Miles for the week: 12.5 (~ 2/2/2/6)
Average resting heart rate (per Fitbit): 58
Weight: 115.4
Long run: 6.24 miles LSD; average HR 156; time 1:19:30 (12:44 avg); splits:

Mile Time Elevation (ft)
1 13:45 73
2 13:25 7
3 12:12 -5
4 13:05 62
5 12:14 -52
6 11:44 -82

It’s going up to 99 today with a heat index of 109(!) so I got up at 4am to run and I’m very glad I did—it was already hot and humid, and I see my HR was hitting 170. I didn’t get out the door until 4:45 because it takes me a while to wake up enough to put in my contact lenses (I’ll run a few miles in glasses, but the more I sweat the more unpleasant it is, and my uncorrected vision is so bad that I can’t do without). Dawn was already well in progress and there was a mostly-full moon too—I could have started even earlier. Jonathan pointed out I’d get the dawn chorus, and though it’s not as active as earlier in the breeding season, there was plenty!
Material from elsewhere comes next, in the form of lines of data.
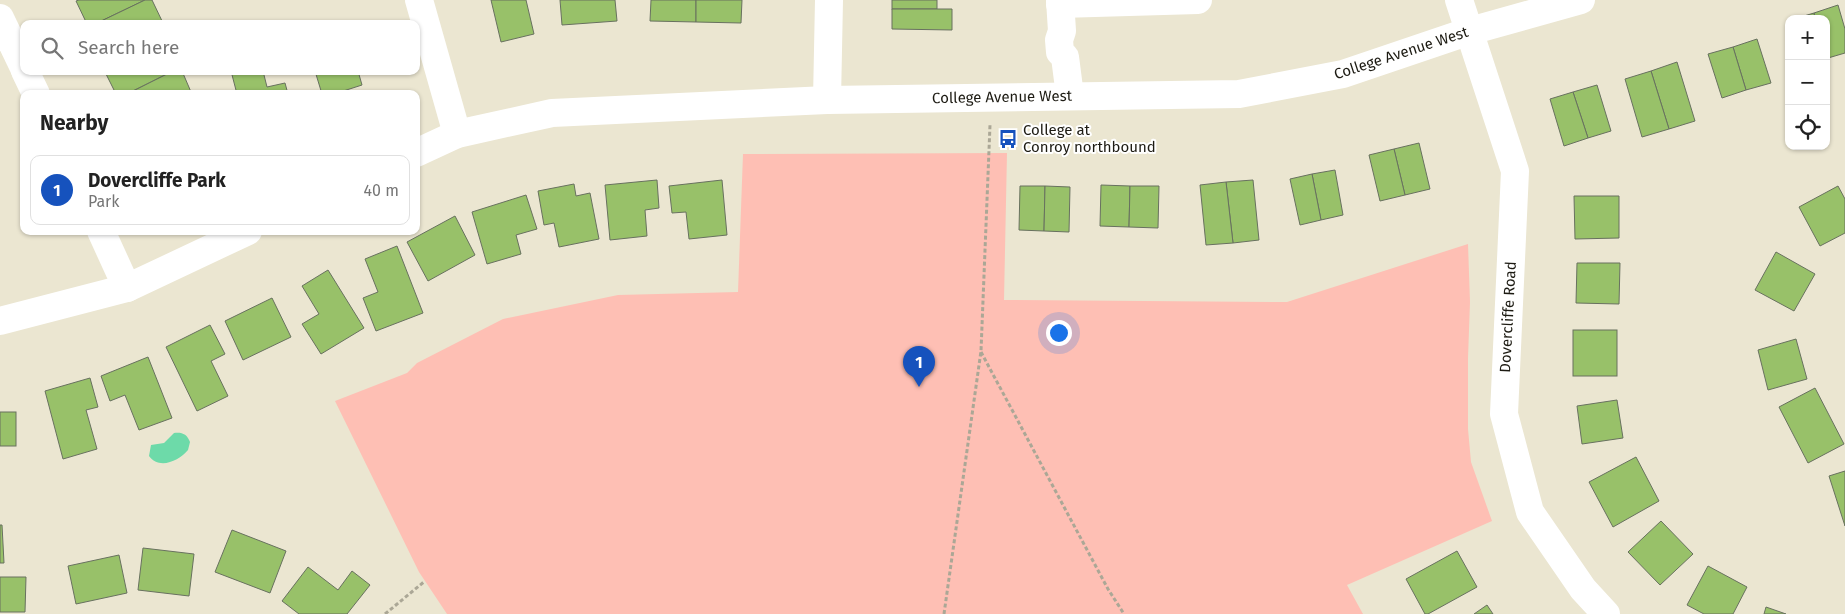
<!DOCTYPE html>
<html lang="en">
<head>
<meta charset="utf-8">
<style>
  :root { --surface:#fff; --page:#f6f6f6; --text:#222; --muted:#767676; --line:#e0e0e0; --accent:#1652bd }
  body { margin:0; font-family:"Fira Sans",sans-serif; background:var(--page); color:var(--text) }
  .controls { position:absolute; right:15px; top:15px; display:grid; overflow:hidden; border-radius:10px; box-shadow:0 1px 4px #0004 }
  .controls button { width:45px; height:45px; display:grid; place-items:center; padding:0; border:0; border-bottom:1px solid var(--line); background:var(--surface); color:var(--text); font:25px sans-serif }
  .you { position:absolute; left:1058px; top:332px; width:18px; height:18px; margin:-12px; border:4px solid #fff; border-radius:50%; background:#1a73e8; box-shadow:0 0 0 8px #1a73e833 }
  .badge { display:grid; place-items:center; width:32px; height:32px; border-radius:50%; background:var(--accent); color:#fff; font-size:16px; font-weight:700 }
  .pin { position:absolute; translate:-50% -41px; filter:drop-shadow(0 1px 2px #0008) }
  .pin::after { content:''; position:absolute; top:26px; width:18px; height:15px; background:inherit; clip-path:polygon(0 0,100% 0,50% 100%) }
  .list { margin:0; padding:0; list-style:none }
  h2 { display:flex; justify-content:space-between; align-items:center; height:65px; margin:0; padding:0 20px; font-size:21px }
  h2 small { font-size:16px; font-weight:400; color:var(--muted) }
  .list li { display:grid; grid-template-columns:32px 1fr auto; gap:15px; align-items:center; box-sizing:border-box; height:70px; margin:0 10px 10px; padding:0 10px; border:1px solid var(--line); border-radius:10px }
  .list b { display:block; font-size:19px; white-space:nowrap }
  .list p { margin:0; font-size:16px; white-space:nowrap; color:var(--muted) }
  .list em { font-size:16px; font-style:normal; color:var(--muted) }
  .icon { flex:none; width:28px; height:28px; fill:none; stroke:currentColor; stroke-width:2; stroke-linecap:round; stroke-linejoin:round }
  .map { position:relative; flex:none; width:1845px; height:614px; overflow:hidden }
  .search { position:absolute; background:var(--surface); box-shadow:0 1px 4px #0004; left:20px; top:20px; width:400px; height:55px; display:flex; align-items:center; gap:12px; box-sizing:border-box; padding:0 18px; border-radius:10px; color:var(--muted); font-size:19px }
  .panel { position:absolute; background:var(--surface); box-shadow:0 1px 4px #0004; left:20px; top:90px; width:400px; height:145px; border-radius:10px }
  .map>svg:first-child { display:block }
</style>
</head>
<body>
<div class="map">
<svg width="1845" height="614" viewBox="0 0 1845 614">
  <rect width="100%" height="100%" fill="#ebe6d1"/>
  <polygon fill="#febfb4" points="1007,153 1004,300 1287,302 1468,244 1470,302 1468,358 1468,429 1471,462 1492,521 1347,585 1363,614 447,614 419,572 335,401 407,373 417,363 503,319 618,295 738,292 743,154"/>
  <path fill="#6ddaa9" d="M 174,433 C 182,432 187,434 190,442 L 188,450 C 179,461 159,470 149,456 L 151,445 L 164,443 Z"/>
  <g fill="#98c169" stroke="#68715f">
    <polygon points="79,0 145,0 95,24 87,24 76,1"/>
    <polygon points="145,0 152,0 163,23 95,24"/>
    <polygon points="491,0 526,0 534,34 501,42"/>
    <polygon points="560,0 615,0 617,21 562,25"/>
    <polygon points="651,0 696,0 696,22 650,21"/>
    <polygon points="696,0 742,0 741,23 696,22"/>
    <rect x="892" y="0" width="45" height="9"/>
    <polygon points="1838,5 1845,29 1845,53 1828,58 1826,19 1815,19 1814,13"/>
    <polygon points="892,9 952,9 952,30 892,29"/>
    <polygon points="1814,13 1815,19 1794,19"/>
    <polygon points="1757,39 1771,83 1746,90 1733,47"/>
    <polygon points="1733,47 1746,90 1722,98 1708,54"/>
    <polygon points="1677,62 1695,121 1669,129 1651,71"/>
    <polygon points="111,71 173,71 127,94 116,94 106,74"/>
    <polygon points="173,71 182,71 191,92 187,94 127,94"/>
    <polygon points="231,71 263,71 267,87 285,83 288,94 237,94"/>
    <polygon points="315,71 358,71 362,85 334,94 322,94"/>
    <polygon points="1651,71 1669,129 1642,137 1625,79"/>
    <polygon points="1597,85 1611,131 1588,138 1573,92"/>
    <polygon points="1573,92 1588,138 1564,146 1550,99"/>
    <polygon points="1419,143 1430,189 1405,195 1394,149"/>
    <polygon points="1394,149 1405,195 1380,201 1369,155"/>
    <polygon points="1335,170 1343,215 1321,220 1312,174"/>
    <polygon points="1312,174 1321,220 1300,225 1290,179"/>
    <polygon points="657,180 659,208 645,210 647,236 610,240 605,185"/>
    <polygon points="722,180 727,235 689,239 686,212 672,213 669,186"/>
    <polygon points="1253,180 1259,240 1233,243 1226,182"/>
    <polygon points="1226,182 1233,243 1206,245 1200,185"/>
    <polygon points="574,184 576,196 590,193 599,239 559,247 554,223 544,225 538,191"/>
    <polygon points="1101,185 1130,186 1129,227 1100,226"/>
    <polygon points="1020,186 1045,186 1044,231 1019,230"/>
    <polygon points="1045,186 1070,187 1069,232 1044,231"/>
    <polygon points="1130,186 1159,186 1158,228 1129,227"/>
    <polygon points="1838,186 1845,199 1845,233 1820,246 1799,207"/>
    <polygon points="526,195 537,229 516,235 521,254 487,264 472,212"/>
    <polygon points="1574,196 1619,196 1619,238 1575,239"/>
    <polygon points="455,216 475,255 428,281 407,242"/>
    <polygon points="397,246 423,313 376,331 363,298 378,292 365,259"/>
    <polygon points="1776,252 1815,274 1794,311 1755,290"/>
    <polygon points="1577,263 1620,263 1619,304 1576,303"/>
    <polygon points="328,270 364,328 321,354 302,324 319,314 302,286"/>
    <polygon points="272,298 291,337 243,360 225,321"/>
    <polygon points="210,325 225,354 211,361 228,396 197,411 166,347"/>
    <rect x="1573" y="330" width="44" height="46"/>
    <polygon points="1796,339 1807,379 1768,390 1758,350"/>
    <polygon points="148,357 172,418 139,430 125,395 110,401 101,376"/>
    <polygon points="90,378 98,407 86,410 97,449 63,459 45,391"/>
    <polygon points="1815,388 1844,444 1808,463 1779,407"/>
    <polygon points="1617,400 1623,438 1582,444 1577,406"/>
    <rect x="0" y="412" width="16" height="34"/>
    <polygon points="1636,457 1659,501 1613,527 1589,482"/>
    <polygon points="1845,471 1845,526 1829,476"/>
    <polygon points="1661,521 1693,554 1660,585 1628,552"/>
    <polygon points="0,525 2,525 4,563 0,563"/>
    <polygon points="232,530 286,551 270,593 215,572"/>
    <polygon points="143,548 194,554 189,596 138,590"/>
    <polygon points="1457,551 1477,587 1428,614 1425,614 1406,579"/>
    <polygon points="119,555 127,593 76,604 68,566"/>
    <polygon points="1708,566 1747,587 1733,614 1704,614 1687,605"/>
    <polygon points="308,567 338,590 352,571 370,585 347,614 299,614 282,601"/>
    <polygon points="0,577 26,577 25,612 0,612"/>
    <polygon points="1487,605 1493,614 1474,614"/>
    <polygon points="1766,607 1786,614 1764,614"/>
  </g>
  <g fill="none" stroke-linecap="round" stroke-linejoin="round">
    <g stroke="#aba796" stroke-width="3" stroke-dasharray="4 2.5" stroke-linecap="butt">
      <polyline points="981,352 1108,589 1124,614"/>
      <polyline points="385,614 425,581"/>
      <polyline points="944,614 981,351 990,125"/>
    </g>
    <g stroke="#fff" stroke-width="28">
      <polyline points="419,0 457,134"/>
      <polyline points="1060,0 1062,31 1059,40 1060,52 1065,57 1070,96"/>
      <polyline points="1459,0 1515,171 1504,414 1530,512 1583,589 1606,614"/>
      <polyline points="1060,4 1198,0"/>
      <polyline points="0,18 24,68"/>
      <polyline points="25,71 36,94"/>
      <polyline points="827,100 829,0"/>
      <polyline points="416,153 457,134 552,113 827,100 1239,94 1343,74 1470,31 1581,0"/>
      <polyline points="101,231 127,288"/>
      <polyline points="0,321 127,288 248,231"/>
    </g>
  </g>
  <defs>
    <g id="bus-bare" transform="scale(1.5)"><path d="M-5-6H5V4H4V6H2V4H-2V6H-4V4H-5ZM-3.5-4V0h7V-4ZM-3.5 1.2v1.5H-2V1.2ZM2 1.2v1.5H3.5V1.2Z" fill="#1652bd" stroke="#fff" stroke-width="2.5" paint-order="stroke"/></g>
  </defs>
  <g fill-rule="evenodd">
    <use href="#bus-bare" x="1008" y="139"/>
  </g>
  <g text-anchor="middle" stroke-width="4" stroke-linejoin="round" paint-order="stroke">
    <g font-size="15" fill="#1d1b13" stroke="#fff">
      <text transform="translate(1401 53) rotate(-18)" y="5">College Avenue West</text>
      <text transform="translate(1002 97) rotate(-1)" y="5">College Avenue West</text>
      <text transform="translate(1508 317) rotate(-87)" y="5">Dovercliffe Road</text>
    </g>
    <g font-size="15" fill="#1d1b13" stroke="#fff" text-anchor="start">
      <text x="1023" y="135">College at<tspan x="1023" dy="17">Conroy northbound</tspan></text>
    </g>
  </g>
</svg>
<div class="controls">
<button>+</button>
<button>−</button>
<button><svg class="icon" aria-label="locate" viewBox="0 0 24 24"><circle cx="12" cy="12" r="6"/><path d="M12 2v4M12 18v4M2 12h4M18 12h4"/></svg></button>
</div>
<div class="you"></div>
<div class="pin badge" style="left:919px;top:387px">1</div>
<div class="search"><svg class="icon" aria-label="search" viewBox="0 0 24 24"><circle cx="10" cy="10" r="6"/><path d="M15 15l6 6"/></svg>Search here</div>
<section class="panel">
<h2>Nearby<small></small></h2>
<ul class="list">
<li><span class="badge">1</span><div><b>Dovercliffe Park</b><p>Park</p></div><em>40 m</em></li>
</ul>
</section>
</div>
</body>
</html>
Trying to remember everything I heard on the run in order: jay, house sparrow, robin, cardinal, catbird, chipping sparrow, tufted titmouse, song sparrow, chickadee, chimney swift, house wren, Carolina wren, downy woodpecker, crow, goldfinch, mourning dove, wood thrush. Wow, that’s a lot, and it makes me realize how many I know by ear now (trying to add a few species a year, but past the common ones it gets harder!) The humidity and still air made the gardens smell really good even though I couldn’t see the details of the flowers. I’ll write more about this later, but I just signed up for the amazing CityStrides so I’m motivated to run more side streets I haven’t covered before. It makes the runs harder to compare to each other, especially since I tend to go over, but it’s totally worth it. It’s also pushed me to vary the short runs more too. Fun!